(What this task involves) Every line below between the line holding "M1384,112h39l-26,19z" and the line holding "M678,558h15v92h-15z", inclusive, should be repeated exactly, and all other lines omitted.

────────

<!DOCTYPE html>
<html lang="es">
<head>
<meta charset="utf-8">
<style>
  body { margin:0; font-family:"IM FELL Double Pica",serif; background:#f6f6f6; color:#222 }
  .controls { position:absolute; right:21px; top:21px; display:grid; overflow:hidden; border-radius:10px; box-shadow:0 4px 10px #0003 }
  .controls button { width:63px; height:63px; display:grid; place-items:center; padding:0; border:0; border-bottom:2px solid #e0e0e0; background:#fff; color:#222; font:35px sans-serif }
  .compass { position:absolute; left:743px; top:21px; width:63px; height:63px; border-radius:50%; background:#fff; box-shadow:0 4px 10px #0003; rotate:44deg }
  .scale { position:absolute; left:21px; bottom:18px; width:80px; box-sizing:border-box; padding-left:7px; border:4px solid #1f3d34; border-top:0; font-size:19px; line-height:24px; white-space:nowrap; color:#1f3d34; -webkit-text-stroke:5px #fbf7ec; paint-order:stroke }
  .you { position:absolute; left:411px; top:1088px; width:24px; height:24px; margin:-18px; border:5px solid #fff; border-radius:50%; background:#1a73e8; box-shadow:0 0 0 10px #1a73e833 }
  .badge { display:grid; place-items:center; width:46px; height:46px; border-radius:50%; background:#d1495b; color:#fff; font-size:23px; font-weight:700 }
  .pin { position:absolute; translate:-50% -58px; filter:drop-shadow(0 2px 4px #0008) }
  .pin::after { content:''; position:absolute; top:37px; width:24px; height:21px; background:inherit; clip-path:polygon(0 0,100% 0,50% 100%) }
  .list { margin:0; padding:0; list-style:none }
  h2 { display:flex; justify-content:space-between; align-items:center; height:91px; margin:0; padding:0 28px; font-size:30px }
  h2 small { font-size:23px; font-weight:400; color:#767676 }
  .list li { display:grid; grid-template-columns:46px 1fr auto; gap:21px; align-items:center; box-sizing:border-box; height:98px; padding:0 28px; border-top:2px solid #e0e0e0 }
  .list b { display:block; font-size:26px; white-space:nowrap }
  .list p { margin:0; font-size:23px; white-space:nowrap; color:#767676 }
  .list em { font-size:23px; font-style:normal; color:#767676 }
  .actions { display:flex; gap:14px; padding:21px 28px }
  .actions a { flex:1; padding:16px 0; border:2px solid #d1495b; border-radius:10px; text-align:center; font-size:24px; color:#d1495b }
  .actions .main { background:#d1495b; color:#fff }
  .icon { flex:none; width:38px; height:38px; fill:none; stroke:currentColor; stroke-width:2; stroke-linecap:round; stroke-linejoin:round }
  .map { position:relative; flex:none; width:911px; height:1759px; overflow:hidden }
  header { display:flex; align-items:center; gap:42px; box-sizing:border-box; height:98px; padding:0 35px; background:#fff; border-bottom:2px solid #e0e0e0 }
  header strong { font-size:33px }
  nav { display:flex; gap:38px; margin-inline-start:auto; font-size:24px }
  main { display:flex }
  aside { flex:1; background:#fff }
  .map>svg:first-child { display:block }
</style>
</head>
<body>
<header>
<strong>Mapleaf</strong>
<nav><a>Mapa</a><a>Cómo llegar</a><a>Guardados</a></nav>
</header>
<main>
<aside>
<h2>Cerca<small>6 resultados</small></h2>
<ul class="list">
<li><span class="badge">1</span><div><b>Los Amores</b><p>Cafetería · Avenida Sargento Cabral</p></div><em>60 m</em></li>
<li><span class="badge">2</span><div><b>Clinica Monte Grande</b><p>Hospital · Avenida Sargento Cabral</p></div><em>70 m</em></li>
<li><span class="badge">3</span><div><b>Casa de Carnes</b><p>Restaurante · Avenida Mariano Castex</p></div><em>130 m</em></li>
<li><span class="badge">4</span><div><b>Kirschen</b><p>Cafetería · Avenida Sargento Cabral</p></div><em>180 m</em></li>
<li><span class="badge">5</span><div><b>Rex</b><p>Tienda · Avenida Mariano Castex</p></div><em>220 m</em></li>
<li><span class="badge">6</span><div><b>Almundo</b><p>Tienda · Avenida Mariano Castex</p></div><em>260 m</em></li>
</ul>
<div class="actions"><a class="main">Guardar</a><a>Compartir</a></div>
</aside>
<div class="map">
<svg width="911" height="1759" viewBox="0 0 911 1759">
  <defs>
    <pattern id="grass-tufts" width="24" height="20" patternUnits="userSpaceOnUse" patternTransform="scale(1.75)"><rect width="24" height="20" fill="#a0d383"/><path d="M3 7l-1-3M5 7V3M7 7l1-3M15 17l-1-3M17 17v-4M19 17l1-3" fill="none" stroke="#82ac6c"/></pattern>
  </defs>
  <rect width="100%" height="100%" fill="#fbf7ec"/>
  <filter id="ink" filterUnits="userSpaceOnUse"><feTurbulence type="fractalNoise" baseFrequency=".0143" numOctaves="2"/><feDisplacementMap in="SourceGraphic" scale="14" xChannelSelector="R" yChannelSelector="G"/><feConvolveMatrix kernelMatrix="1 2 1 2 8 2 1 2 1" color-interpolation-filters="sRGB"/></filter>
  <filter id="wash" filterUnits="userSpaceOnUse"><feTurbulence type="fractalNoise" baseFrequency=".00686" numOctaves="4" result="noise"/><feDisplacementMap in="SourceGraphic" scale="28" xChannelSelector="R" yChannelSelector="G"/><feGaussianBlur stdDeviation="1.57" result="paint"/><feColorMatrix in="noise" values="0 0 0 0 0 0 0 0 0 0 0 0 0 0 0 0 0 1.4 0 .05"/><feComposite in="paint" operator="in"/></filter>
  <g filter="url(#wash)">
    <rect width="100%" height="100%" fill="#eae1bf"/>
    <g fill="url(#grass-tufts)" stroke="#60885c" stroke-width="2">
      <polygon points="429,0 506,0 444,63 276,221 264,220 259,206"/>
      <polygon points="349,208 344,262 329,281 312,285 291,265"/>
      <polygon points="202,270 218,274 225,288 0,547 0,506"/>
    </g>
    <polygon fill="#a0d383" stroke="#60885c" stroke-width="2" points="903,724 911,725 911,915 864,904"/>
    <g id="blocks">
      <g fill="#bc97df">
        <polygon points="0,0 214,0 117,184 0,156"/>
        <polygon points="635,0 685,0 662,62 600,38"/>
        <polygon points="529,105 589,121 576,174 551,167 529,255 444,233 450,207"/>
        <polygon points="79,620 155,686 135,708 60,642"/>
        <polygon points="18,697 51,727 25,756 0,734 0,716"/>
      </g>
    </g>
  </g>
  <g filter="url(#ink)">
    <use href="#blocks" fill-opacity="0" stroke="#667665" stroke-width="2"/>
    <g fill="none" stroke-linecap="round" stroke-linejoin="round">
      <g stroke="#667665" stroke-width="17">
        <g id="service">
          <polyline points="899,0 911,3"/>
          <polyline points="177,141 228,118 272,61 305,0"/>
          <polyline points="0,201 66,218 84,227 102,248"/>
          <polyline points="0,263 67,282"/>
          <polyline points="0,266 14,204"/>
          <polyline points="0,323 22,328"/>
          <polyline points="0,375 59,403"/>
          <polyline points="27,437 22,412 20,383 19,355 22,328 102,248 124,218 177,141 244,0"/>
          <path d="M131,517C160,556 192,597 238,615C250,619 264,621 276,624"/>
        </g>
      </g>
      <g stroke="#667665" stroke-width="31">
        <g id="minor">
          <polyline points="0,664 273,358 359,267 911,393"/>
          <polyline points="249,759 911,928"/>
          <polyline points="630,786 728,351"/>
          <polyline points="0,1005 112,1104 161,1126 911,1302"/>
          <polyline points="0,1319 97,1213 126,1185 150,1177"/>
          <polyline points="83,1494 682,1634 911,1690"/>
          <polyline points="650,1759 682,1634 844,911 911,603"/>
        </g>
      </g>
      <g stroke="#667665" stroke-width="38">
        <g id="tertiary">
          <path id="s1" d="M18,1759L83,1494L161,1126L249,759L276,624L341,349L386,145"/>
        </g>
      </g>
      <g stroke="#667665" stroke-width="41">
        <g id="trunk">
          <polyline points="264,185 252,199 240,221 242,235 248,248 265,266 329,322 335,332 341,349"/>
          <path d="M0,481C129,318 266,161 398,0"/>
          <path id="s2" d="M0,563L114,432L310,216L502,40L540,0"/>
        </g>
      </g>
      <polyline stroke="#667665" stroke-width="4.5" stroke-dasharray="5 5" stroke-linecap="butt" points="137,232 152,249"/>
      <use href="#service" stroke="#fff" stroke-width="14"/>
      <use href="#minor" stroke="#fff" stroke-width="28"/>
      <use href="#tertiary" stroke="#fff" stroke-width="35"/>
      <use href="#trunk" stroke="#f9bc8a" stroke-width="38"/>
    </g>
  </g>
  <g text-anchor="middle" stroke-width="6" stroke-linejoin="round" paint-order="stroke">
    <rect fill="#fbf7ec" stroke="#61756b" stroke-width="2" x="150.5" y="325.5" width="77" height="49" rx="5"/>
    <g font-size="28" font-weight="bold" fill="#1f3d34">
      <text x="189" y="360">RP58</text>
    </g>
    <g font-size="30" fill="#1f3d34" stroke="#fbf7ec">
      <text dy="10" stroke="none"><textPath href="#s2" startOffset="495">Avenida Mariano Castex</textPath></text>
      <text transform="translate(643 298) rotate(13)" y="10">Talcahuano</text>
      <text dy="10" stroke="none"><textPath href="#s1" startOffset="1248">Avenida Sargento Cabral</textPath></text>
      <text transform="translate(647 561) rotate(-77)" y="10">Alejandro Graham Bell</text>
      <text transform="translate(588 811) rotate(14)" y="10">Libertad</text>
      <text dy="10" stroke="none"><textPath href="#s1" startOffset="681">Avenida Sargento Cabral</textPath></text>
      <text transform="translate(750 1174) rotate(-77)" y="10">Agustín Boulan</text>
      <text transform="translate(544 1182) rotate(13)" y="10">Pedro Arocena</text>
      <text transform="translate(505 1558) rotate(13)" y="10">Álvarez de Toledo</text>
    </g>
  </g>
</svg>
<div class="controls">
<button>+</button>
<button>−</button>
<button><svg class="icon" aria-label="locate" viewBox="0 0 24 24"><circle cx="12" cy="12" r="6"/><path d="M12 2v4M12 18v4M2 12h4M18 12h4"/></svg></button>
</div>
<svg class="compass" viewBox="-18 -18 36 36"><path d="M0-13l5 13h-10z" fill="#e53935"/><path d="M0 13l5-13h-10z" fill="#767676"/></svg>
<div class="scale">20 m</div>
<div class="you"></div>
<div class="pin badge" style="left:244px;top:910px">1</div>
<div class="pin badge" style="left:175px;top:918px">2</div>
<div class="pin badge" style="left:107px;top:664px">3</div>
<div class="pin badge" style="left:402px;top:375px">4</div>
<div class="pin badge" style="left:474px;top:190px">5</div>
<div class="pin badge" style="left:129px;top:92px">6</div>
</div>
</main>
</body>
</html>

────────

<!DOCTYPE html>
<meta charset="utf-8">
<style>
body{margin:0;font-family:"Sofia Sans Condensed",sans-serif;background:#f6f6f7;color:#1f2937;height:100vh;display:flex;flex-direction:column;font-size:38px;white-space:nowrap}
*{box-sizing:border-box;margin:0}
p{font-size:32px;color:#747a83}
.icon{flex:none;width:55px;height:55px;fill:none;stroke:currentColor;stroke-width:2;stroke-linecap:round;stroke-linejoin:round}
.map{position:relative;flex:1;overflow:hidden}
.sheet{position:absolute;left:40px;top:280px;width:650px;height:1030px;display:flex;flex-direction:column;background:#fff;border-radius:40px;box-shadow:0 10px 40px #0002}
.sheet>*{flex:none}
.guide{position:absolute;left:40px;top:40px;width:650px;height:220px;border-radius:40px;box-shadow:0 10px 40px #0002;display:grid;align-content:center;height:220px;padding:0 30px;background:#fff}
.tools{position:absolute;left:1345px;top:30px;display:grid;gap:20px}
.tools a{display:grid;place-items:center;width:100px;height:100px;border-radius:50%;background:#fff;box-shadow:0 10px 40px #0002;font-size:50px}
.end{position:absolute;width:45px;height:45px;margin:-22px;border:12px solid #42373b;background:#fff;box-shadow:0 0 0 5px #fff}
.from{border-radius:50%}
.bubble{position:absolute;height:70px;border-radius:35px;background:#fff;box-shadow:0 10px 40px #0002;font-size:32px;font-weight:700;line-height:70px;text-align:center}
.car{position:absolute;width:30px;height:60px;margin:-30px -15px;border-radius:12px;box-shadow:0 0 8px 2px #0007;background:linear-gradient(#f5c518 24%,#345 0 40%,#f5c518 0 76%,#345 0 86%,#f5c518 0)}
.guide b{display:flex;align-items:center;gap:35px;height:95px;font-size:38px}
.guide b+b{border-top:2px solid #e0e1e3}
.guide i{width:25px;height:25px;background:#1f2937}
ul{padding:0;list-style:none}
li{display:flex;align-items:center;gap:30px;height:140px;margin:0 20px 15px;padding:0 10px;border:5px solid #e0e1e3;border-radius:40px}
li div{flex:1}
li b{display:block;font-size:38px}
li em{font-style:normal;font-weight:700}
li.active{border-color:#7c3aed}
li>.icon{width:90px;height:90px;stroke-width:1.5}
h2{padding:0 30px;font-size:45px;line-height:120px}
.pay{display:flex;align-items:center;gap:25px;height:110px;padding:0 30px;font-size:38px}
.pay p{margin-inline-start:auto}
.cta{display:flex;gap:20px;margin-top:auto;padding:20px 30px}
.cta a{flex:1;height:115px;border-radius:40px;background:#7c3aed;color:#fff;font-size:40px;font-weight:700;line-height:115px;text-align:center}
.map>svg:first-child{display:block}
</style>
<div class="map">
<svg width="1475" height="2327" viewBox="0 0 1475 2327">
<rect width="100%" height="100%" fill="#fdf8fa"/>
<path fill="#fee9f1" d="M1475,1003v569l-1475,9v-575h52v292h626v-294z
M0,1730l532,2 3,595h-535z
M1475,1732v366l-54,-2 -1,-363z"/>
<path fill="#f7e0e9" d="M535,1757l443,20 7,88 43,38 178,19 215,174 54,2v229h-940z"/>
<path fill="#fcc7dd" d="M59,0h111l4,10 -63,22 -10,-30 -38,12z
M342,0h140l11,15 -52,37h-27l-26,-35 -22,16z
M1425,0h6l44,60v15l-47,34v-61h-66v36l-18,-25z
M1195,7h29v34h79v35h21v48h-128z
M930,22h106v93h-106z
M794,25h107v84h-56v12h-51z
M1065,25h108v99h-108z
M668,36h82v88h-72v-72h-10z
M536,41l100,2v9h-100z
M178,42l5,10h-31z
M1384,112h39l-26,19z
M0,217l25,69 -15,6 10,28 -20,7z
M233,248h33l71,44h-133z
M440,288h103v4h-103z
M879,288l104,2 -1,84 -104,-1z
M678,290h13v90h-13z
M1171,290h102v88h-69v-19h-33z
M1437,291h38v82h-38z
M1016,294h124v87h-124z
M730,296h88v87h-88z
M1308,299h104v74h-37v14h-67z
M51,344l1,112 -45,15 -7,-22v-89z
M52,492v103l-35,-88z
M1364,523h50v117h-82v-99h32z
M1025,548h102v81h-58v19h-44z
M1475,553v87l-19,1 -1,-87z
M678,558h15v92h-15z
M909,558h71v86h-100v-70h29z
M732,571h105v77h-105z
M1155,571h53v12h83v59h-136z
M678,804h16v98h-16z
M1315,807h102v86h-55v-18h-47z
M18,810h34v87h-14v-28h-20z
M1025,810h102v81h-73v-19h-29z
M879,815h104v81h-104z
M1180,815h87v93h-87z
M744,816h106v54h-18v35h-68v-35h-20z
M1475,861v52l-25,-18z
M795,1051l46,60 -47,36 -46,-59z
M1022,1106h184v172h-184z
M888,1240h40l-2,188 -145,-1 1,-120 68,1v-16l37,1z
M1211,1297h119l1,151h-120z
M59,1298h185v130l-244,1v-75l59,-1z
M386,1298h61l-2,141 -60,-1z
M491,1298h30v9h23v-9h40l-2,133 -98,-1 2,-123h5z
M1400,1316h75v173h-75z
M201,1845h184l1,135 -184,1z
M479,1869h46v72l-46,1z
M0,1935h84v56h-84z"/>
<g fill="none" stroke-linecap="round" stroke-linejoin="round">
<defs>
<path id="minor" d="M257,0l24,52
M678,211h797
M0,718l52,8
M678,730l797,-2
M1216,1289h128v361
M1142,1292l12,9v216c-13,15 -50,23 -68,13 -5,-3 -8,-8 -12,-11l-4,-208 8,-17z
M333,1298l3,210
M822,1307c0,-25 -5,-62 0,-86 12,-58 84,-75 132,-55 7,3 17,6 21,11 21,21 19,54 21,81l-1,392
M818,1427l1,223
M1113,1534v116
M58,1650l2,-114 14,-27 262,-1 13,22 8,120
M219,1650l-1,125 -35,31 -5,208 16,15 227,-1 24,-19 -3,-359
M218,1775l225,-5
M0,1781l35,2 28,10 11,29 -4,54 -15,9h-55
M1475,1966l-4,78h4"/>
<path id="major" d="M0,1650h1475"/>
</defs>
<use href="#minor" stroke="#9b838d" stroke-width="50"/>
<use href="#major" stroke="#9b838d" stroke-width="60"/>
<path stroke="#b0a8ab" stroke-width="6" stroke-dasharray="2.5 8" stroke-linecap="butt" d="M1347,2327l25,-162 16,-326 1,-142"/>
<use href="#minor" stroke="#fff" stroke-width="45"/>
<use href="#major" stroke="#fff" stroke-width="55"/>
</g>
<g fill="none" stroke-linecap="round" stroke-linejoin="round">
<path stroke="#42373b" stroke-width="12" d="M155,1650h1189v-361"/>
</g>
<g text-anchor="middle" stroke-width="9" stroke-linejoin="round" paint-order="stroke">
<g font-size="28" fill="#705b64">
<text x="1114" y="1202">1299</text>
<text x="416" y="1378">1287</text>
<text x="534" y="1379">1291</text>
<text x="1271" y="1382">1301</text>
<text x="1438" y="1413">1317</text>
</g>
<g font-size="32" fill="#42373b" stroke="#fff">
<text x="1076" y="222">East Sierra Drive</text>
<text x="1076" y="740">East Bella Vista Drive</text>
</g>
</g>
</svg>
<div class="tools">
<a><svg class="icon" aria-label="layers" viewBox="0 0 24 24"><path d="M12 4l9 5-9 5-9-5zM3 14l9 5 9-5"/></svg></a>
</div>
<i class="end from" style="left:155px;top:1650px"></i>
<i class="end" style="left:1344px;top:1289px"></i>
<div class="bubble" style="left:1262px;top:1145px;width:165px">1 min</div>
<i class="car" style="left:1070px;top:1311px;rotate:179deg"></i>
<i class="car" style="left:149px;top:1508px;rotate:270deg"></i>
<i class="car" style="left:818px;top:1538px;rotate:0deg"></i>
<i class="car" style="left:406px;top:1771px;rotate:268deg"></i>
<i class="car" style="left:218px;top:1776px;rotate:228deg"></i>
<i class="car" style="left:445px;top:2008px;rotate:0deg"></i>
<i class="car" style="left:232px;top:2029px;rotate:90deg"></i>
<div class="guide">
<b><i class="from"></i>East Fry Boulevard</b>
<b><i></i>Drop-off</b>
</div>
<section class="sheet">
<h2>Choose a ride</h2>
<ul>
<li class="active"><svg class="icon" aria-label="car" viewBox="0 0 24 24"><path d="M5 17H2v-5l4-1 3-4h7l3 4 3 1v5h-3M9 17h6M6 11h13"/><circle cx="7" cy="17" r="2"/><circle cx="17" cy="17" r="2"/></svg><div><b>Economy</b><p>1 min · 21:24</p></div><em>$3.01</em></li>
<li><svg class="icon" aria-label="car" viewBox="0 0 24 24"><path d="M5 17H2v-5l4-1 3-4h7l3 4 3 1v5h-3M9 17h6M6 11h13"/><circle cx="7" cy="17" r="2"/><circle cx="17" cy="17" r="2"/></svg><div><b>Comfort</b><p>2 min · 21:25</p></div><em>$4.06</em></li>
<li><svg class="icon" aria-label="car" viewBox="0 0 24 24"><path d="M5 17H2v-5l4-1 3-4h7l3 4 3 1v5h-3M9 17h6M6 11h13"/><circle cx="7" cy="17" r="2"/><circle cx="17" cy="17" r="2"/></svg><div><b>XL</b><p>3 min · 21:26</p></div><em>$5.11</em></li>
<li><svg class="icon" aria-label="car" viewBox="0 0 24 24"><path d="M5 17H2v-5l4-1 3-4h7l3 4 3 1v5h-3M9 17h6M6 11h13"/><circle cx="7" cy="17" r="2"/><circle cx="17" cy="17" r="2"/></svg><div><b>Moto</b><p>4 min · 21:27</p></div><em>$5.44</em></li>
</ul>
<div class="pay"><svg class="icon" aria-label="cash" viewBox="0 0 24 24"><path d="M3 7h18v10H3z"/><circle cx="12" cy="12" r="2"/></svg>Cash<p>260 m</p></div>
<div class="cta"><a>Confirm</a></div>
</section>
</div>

────────

(Output of the exercise)
M1384,112h39l-26,19z
M0,217l25,69 -15,6 10,28 -20,7z
M233,248h33l71,44h-133z
M440,288h103v4h-103z
M879,288l104,2 -1,84 -104,-1z
M678,290h13v90h-13z
M1171,290h102v88h-69v-19h-33z
M1437,291h38v82h-38z
M1016,294h124v87h-124z
M730,296h88v87h-88z
M1308,299h104v74h-37v14h-67z
M51,344l1,112 -45,15 -7,-22v-89z
M52,492v103l-35,-88z
M1364,523h50v117h-82v-99h32z
M1025,548h102v81h-58v19h-44z
M1475,553v87l-19,1 -1,-87z
M678,558h15v92h-15z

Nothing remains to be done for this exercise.